Research fields

 

Data, in all their current forms, are at the core of information systems: databases store corporate information, electronic messages are exchanged between business processes, unstructured documents convey essential information and the web stores and provides a gigantic amount of data. To ensure and maintain high quality data and data structures, strong methodologies and CASE tools are needed for the development, evolution and integration of databases.

Information systems are among the most complex artefacts ever built. They are to meet constantly changing requirements, they interact with a variety of users and other systems, they are made up of many interacting and heterogeneous components, they must be able to adapt quickly to changing technologies, and they often exist in many different variants that live in parallel.

The Model-driven engineering (MDE) discipline favors models over source code to build information systems. Models are abstractions of software systems details but also of part of their environment.

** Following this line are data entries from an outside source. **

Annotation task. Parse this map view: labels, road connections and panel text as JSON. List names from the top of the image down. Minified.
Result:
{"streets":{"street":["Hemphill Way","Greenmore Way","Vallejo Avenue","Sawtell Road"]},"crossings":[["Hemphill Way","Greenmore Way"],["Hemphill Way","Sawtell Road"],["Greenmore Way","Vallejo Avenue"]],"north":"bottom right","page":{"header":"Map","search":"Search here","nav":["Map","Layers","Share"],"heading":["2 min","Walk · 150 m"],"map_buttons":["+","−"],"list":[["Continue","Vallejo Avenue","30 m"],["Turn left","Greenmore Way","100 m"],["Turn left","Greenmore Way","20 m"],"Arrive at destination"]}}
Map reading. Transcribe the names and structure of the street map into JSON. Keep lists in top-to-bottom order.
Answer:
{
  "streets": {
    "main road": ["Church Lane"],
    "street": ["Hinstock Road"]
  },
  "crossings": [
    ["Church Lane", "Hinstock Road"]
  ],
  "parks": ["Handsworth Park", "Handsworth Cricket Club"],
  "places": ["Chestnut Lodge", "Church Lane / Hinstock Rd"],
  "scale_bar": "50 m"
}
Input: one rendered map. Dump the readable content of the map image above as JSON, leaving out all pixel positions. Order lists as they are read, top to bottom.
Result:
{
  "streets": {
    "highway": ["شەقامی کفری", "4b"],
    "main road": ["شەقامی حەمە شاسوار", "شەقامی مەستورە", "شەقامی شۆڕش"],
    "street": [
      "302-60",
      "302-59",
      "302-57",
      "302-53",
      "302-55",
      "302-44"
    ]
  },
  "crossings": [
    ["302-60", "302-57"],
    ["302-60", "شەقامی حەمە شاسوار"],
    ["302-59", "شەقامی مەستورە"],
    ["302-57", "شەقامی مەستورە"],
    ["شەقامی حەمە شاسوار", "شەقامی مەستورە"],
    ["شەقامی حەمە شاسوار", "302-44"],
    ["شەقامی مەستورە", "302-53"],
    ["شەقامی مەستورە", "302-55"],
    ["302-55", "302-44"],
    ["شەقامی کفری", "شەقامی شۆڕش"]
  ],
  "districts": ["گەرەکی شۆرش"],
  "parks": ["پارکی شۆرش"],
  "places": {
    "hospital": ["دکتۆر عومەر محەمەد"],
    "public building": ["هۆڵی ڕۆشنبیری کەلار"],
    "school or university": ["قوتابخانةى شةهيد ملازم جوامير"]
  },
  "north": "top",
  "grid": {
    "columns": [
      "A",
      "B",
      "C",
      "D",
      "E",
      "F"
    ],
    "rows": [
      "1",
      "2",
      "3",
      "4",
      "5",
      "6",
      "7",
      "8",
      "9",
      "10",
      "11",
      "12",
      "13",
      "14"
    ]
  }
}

They are thus more convenient: engineers can use dedicated modelling languages, models can be checked or transformed, and the code can be automatically generated. Hence, MDE makes it possible to develop higher quality software systems, that are easier to maintain, that evolve gracefully, with a better return on investment.

Quality is a major concern in Software Engineering as well as Software Management. The issues are to define precisely quality criteria for software artefacts (including databases schemas, various diagrams and test plans) and for processes, to monitor them all along the lifecycle, to check them at delivery time and to improve them when required. Though several quality models exist to define quality criteria and to structure them, it appears that more refined quality models, including better measurement methods, are needed to perform quantitative assessment supporting comparison and decision making

The success of information systems is strongly linked with their ability to meet the purposes and needs of users and to fit the particularities of a specific organisation. Meeting those compliance characteristics requires (1) elicitation, documentation and assessment of adequate requirements through innovative techniques and tools, and (2) ensuring the alignment between business and technological objectives. This topic is an essential bridge between the needs of real world stakeholders and their realization through software and ICT. It is thus at the intersection of business design and ICT engineering

Information systems are becoming increasingly complex notably by crossing traditional organization boundaries and exposing resources and services to internal and external clients. Security is classically defined as a combination of several criteria, confidentiality, integrity and availability, but new aspects are also becoming prominent in today’s context, like reliability, authenticity, trust, and non-repudiation.

Service-based information systems offer new opportunities to deploy distributed business processes inside or across companies. They require novel approaches for all steps of service-based systems engineering processes.